Exercise data —
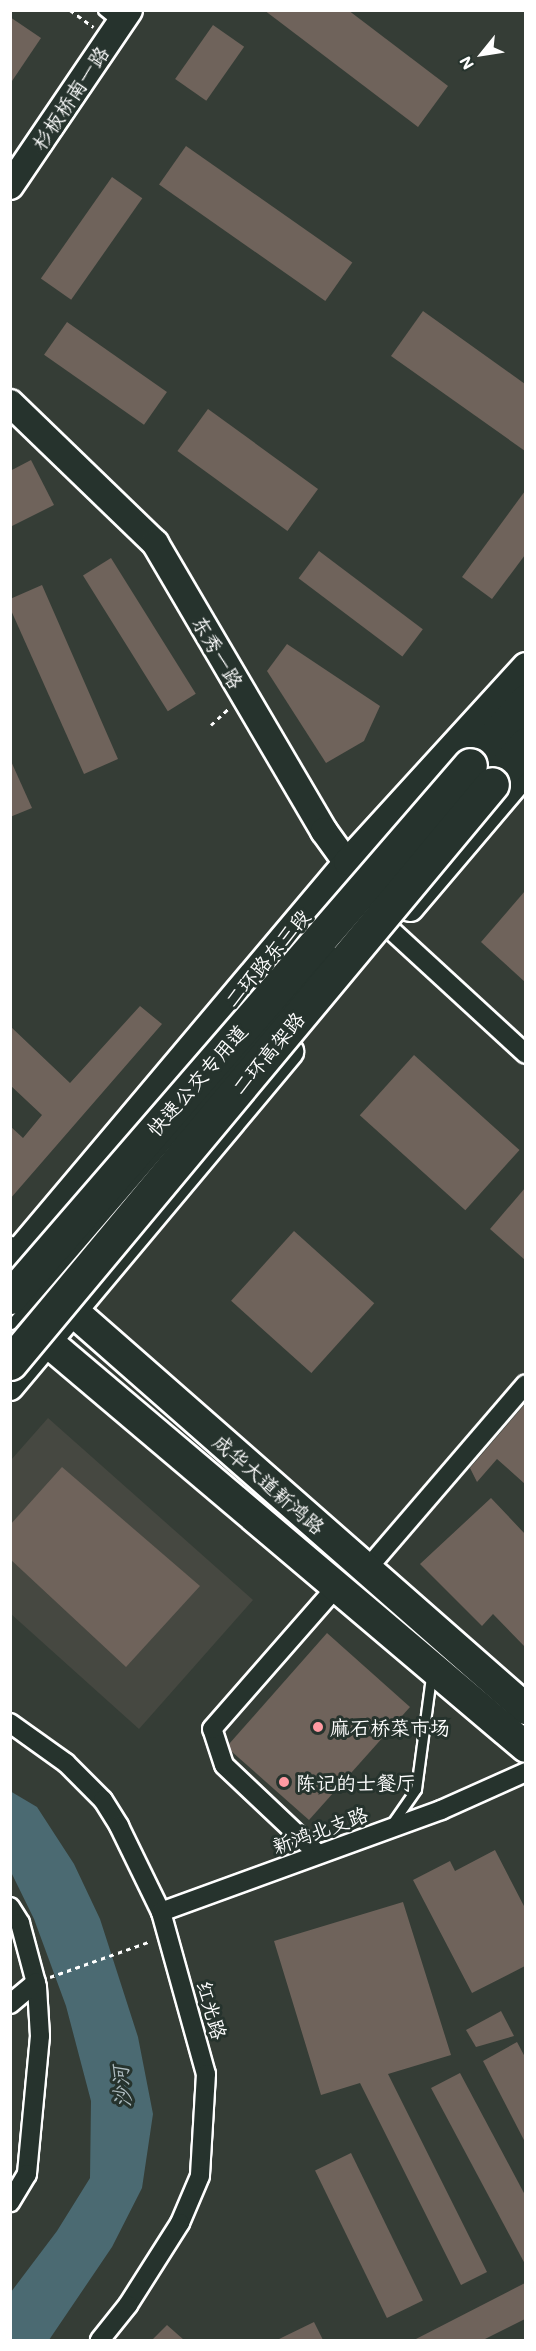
<!DOCTYPE html>
<meta charset="utf-8">
<style>
body{margin:0}
#map{position:relative;width:536px;height:2351px;overflow:hidden;background:#353d36;font-family:Mali,"LXGW WenKai TC",sans-serif}
div>[style]{position:absolute}
[style*='--x']{left:calc(var(--x)*1px);top:calc(var(--y)*1px);width:calc(var(--w)*1px);rotate:calc(var(--a)*1deg)}
.built>*{inset:0;background:#464841}
.water>*{inset:0;background:#4b6a72}
.building>*{inset:0;background:#6f635b;transform-origin:0 0}
.path>*{height:3px;margin-top:-1.5px;transform-origin:0;background:repeating-linear-gradient(90deg,#fff 0 4.5px,transparent 0 9px)}
.roads{filter:drop-shadow(2px 0 #fff) drop-shadow(-2px 0 #fff) drop-shadow(0 2px #fff) drop-shadow(0 -2px #fff)}
.lane>*{height:9px;margin:-4.5px;padding:0 4.5px;transform-origin:4.5px;border-radius:4.5px;background:#26332d}
.street>*{height:18px;margin:-9px;padding:0 9px;transform-origin:9px;border-radius:9px;background:#26332d}
.secondary>*{height:26px;margin:-13px;padding:0 13px;transform-origin:13px;border-radius:13px;background:#26332d}
.primary>*{height:30px;margin:-15px;padding:0 15px;transform-origin:15px;border-radius:15px;background:#26332d}
.highway>*{height:33px;margin:-16.5px;padding:0 16.5px;transform-origin:16.5px;border-radius:16.5px;background:#26332d}
.bridges{filter:drop-shadow(2px 0 #fff) drop-shadow(-2px 0 #fff) drop-shadow(0 2px #fff) drop-shadow(0 -2px #fff)}
.lane-bridge>*{height:9px;margin:-4.5px;padding:0 4.5px;transform-origin:4.5px;border-radius:4.5px;background:#26332d}
.highway-bridge>*{height:33px;margin:-16.5px;padding:0 16.5px;transform-origin:16.5px;border-radius:16.5px;background:#26332d}
.dots>*{width:16px;height:16px;translate:-50% -50%;box-sizing:border-box;border:3px solid #26332d;border-radius:50%}
span{translate:-50% -50%;white-space:nowrap;text-align:center;line-height:1.15;-webkit-text-stroke:6px #26332d;paint-order:stroke}
.street-label{font-size:20px;color:#fff}
.poi-label{font-size:20px;color:#fff}
.left{translate:0 -50%;text-align:left}
.water-label{font-size:21px;color:#aebcc0;font-style:italic}
.frame{position:absolute;inset:0;border:12px solid #fff;pointer-events:none}
.north{position:absolute;left:452px;top:24px;width:60px;height:60px;-webkit-text-stroke:4px #26332d;paint-order:stroke;rotate:240deg;font-size:16px;font-weight:700;line-height:24px;text-align:center;color:#fff}
.north::after{content:'';display:block;margin:auto;width:21px;height:27px;background:#fff;clip-path:polygon(50% 0,100% 100%,50% 72%,0 100%)}
</style>
<div id="map">
<div class="built">
<i style="clip-path:polygon(48px 1418px,253px 1600px,139px 1729px,11px 1614px,11px 1460px)"></i>
</div>
<div class="water">
<i style="clip-path:polygon(10px 1791px,37px 1807px,74px 1864px,100px 1919px,138px 2037px,153px 2114px,142px 2188px,112px 2247px,49px 2340px,11px 2340px,11px 2292px,57px 2231px,90px 2178px,91px 2101px,66px 2006px,34px 1919px,11px 1872px)"></i>
</div>
<div class="building">
<i style="clip-path:polygon(264px 10px,348px 10px,448px 86px,418px 127px)"></i>
<i style="clip-path:polygon(10px 17px,41px 38px,10px 84px)"></i>
<i style="left:213px;top:25px;width:38px;height:66px;rotate:35deg"></i>
<i style="left:186px;top:146px;width:203px;height:47px;rotate:35deg"></i>
<i style="left:112px;top:177px;width:37px;height:124px;rotate:35deg"></i>
<i style="clip-path:polygon(423px 311px,525px 384px,525px 451px,391px 356px)"></i>
<i style="left:67px;top:322px;width:122px;height:40px;rotate:35deg"></i>
<i style="left:208px;top:409px;width:136px;height:52px;rotate:36deg"></i>
<i style="clip-path:polygon(31px 460px,54px 505px,10px 527px,10px 471px)"></i>
<i style="clip-path:polygon(525px 491px,525px 555px,492px 599px,462px 577px)"></i>
<i style="left:319px;top:551px;width:130px;height:34px;rotate:37deg"></i>
<i style="left:111px;top:558px;width:160px;height:33px;rotate:58deg"></i>
<i style="clip-path:polygon(42px 585px,118px 759px,84px 774px,10px 608px,10px 599px)"></i>
<i style="clip-path:polygon(287px 644px,380px 706px,364px 741px,326px 763px,267px 671px)"></i>
<i style="clip-path:polygon(10px 759px,32px 808px,10px 817px)"></i>
<i style="clip-path:polygon(525px 891px,525px 982px,481px 942px)"></i>
<i style="clip-path:polygon(140px 1006px,162px 1024px,10px 1199px,10px 1126px,23px 1138px,42px 1115px,10px 1085px,10px 1026px,70px 1083px)"></i>
<i style="left:414px;top:1055px;width:142px;height:81px;rotate:42deg"></i>
<i style="clip-path:polygon(525px 1188px,525px 1260px,490px 1229px)"></i>
<i style="left:294px;top:1231px;width:108px;height:94px;rotate:42deg"></i>
<i style="clip-path:polygon(525px 1404px,525px 1484px,497px 1459px,477px 1482px,470px 1468px)"></i>
<i style="clip-path:polygon(62px 1467px,200px 1586px,126px 1667px,10px 1559px,10px 1525px)"></i>
<i style="clip-path:polygon(491px 1498px,525px 1534px,525px 1647px,493px 1614px,482px 1626px,420px 1564px)"></i>
<i style="clip-path:polygon(327px 1633px,410px 1707px,309px 1820px,231px 1751px,229px 1744px)"></i>
<i style="clip-path:polygon(495px 1850px,525px 1908px,525px 1966px,472px 1993px,413px 1880px,450px 1861px,455px 1871px)"></i>
<i style="clip-path:polygon(403px 1902px,451px 2055px,388px 2074px,487px 2272px,461px 2285px,360px 2083px,321px 2095px,274px 1941px)"></i>
<i style="clip-path:polygon(501px 2011px,514px 2036px,476px 2047px,466px 2030px)"></i>
<i style="clip-path:polygon(517px 2042px,525px 2057px,525px 2142px,483px 2061px)"></i>
<i style="clip-path:polygon(460px 2073px,525px 2195px,525px 2264px,431px 2088px)"></i>
<i style="left:351px;top:2153px;width:164px;height:40px;rotate:64deg"></i>
<i style="clip-path:polygon(525px 2283px,525px 2319px,483px 2340px,414px 2340px)"></i>
<i style="clip-path:polygon(314px 2322px,323px 2340px,277px 2340px)"></i>
<i style="clip-path:polygon(167px 2325px,184px 2340px,152px 2340px)"></i>
</div>
<div class="path">
<i style="--x:70;--y:10;--w:29;--a:36"></i>
<i style="--x:211;--y:725;--w:25;--a:-43"></i>
<i style="--x:50;--y:1977;--w:107;--a:-19.6"></i>
</div>
<div class="roads">
<div class="lane">
<i style="--x:103;--y:10;--w:19;--a:39"></i>
<i style="--x:391;--y:1825;--w:44;--a:-55.2"></i>
<i style="--x:416;--y:1789;--w:113;--a:-82.4"></i>
</div>
<div class="street">
<i style="--x:391;--y:930;--w:183;--a:42.6"></i>
<i style="--x:366;--y:1570;--w:245;--a:-49.3"></i>
<i style="--x:10;--y:1723;--w:69;--a:35.5"></i>
<i style="--x:66;--y:1763;--w:52;--a:45"></i>
<i style="--x:103;--y:1800;--w:31;--a:58"></i>
<i style="--x:119;--y:1826;--w:96;--a:64"></i>
<i style="--x:161;--y:1912;--w:168;--a:74.5"></i>
<i style="--x:206;--y:2074;--w:102;--a:93.4"></i>
<i style="--x:200;--y:2176;--w:51;--a:113.1"></i>
<i style="--x:180;--y:2223;--w:97;--a:122.4"></i>
<i style="--x:128;--y:2305;--w:45;--a:128.7"></i>
<i style="--x:318;--y:1854;--w:129;--a:-136.6"></i>
<i style="--x:224;--y:1765;--w:38;--a:-108"></i>
<i style="--x:212;--y:1729;--w:191;--a:-48.8"></i>
<i style="--x:10;--y:1907;--w:19;--a:58"></i>
<i style="--x:20;--y:1923;--w:66;--a:75.1"></i>
<i style="--x:37;--y:1987;--w:49;--a:86.5"></i>
<i style="--x:40;--y:2036;--w:139;--a:95.4"></i>
<i style="--x:27;--y:2174;--w:33;--a:121"></i>
<i style="--x:161;--y:1912;--w:298;--a:-20"></i>
<i style="--x:441;--y:1810;--w:93;--a:-24.1"></i>
<i style="--x:10;--y:2004;--w:34;--a:-40"></i>
</div>
<div class="secondary">
<i style="--x:10;--y:186;--w:212;--a:-55.9"></i>
<i style="--x:10;--y:403;--w:202;--a:44"></i>
<i style="--x:155;--y:543;--w:334;--a:59.6"></i>
<i style="--x:324;--y:831;--w:53;--a:54.2"></i>
<i style="--x:410;--y:908;--w:180;--a:-49.7"></i>
<i style="--x:10;--y:1262;--w:523;--a:-49.89"></i>
<i style="--x:347;--y:862;--w:265;--a:-47.6"></i>
<i style="--x:10;--y:1387;--w:437;--a:-50.1"></i>
</div>
<div class="primary">
<i style="--x:10;--y:1252;--w:88;--a:43.2"></i>
<i style="--x:74;--y:1312;--w:602;--a:41.29"></i>
<i style="--x:10;--y:1310;--w:676;--a:40.26"></i>
</div>
<div class="highway">
<i style="--x:470;--y:765;--w:85;--a:-48.8"></i>
<i style="--x:492;--y:784;--w:52;--a:-49.6"></i>
</div>
</div>
<div class="bridges">
<div class="lane-bridge">
<i style="--x:11;--y:1324;--w:492;--a:-49.3"></i>
</div>
<div class="highway-bridge">
<i style="--x:10;--y:1297;--w:703;--a:-49.15"></i>
<i style="--x:10;--y:1363;--w:753;--a:-50.22"></i>
</div>
</div>
<div class="dots">
<i style="left:318px;top:1727px;background:#ff9aa2"></i>
<i style="left:284px;top:1782px;background:#ff9aa2"></i>
</div>
<div class="street-label">
<span style="left:70px;top:98px;rotate:-56deg">杉板桥南一路</span>
<span style="left:218px;top:652px;rotate:60deg">东秀一路</span>
<span style="left:267px;top:958px;rotate:-50deg">二环路东三段</span>
<span style="left:268px;top:1053px;rotate:-50deg">二环高架路</span>
<span style="left:197px;top:1080px;rotate:-49deg">快速公交专用道</span>
<span style="left:269px;top:1484px;rotate:41deg">成华大道新鸿路</span>
<span style="left:320px;top:1830px;rotate:-20deg">新鸿北支路</span>
<span style="left:212px;top:2010px;rotate:74deg">红光路</span>
</div>
<div class="poi-label">
<span class="left" style="left:330px;top:1727px">麻石桥菜市场</span>
<span class="left" style="left:296px;top:1782px">陈记的士餐厅</span>
</div>
<div class="water-label">
<span style="left:121px;top:2087px;rotate:-95deg">沙河</span>
</div>
<div class="frame"></div>
<div class="north">N</div>
</div>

Work request — Filter the entries and copy out every line with the word "drop".

Task answer —
.roads{filter:drop-shadow(2px 0 #fff) drop-shadow(-2px 0 #fff) drop-shadow(0 2px #fff) drop-shadow(0 -2px #fff)}
.bridges{filter:drop-shadow(2px 0 #fff) drop-shadow(-2px 0 #fff) drop-shadow(0 2px #fff) drop-shadow(0 -2px #fff)}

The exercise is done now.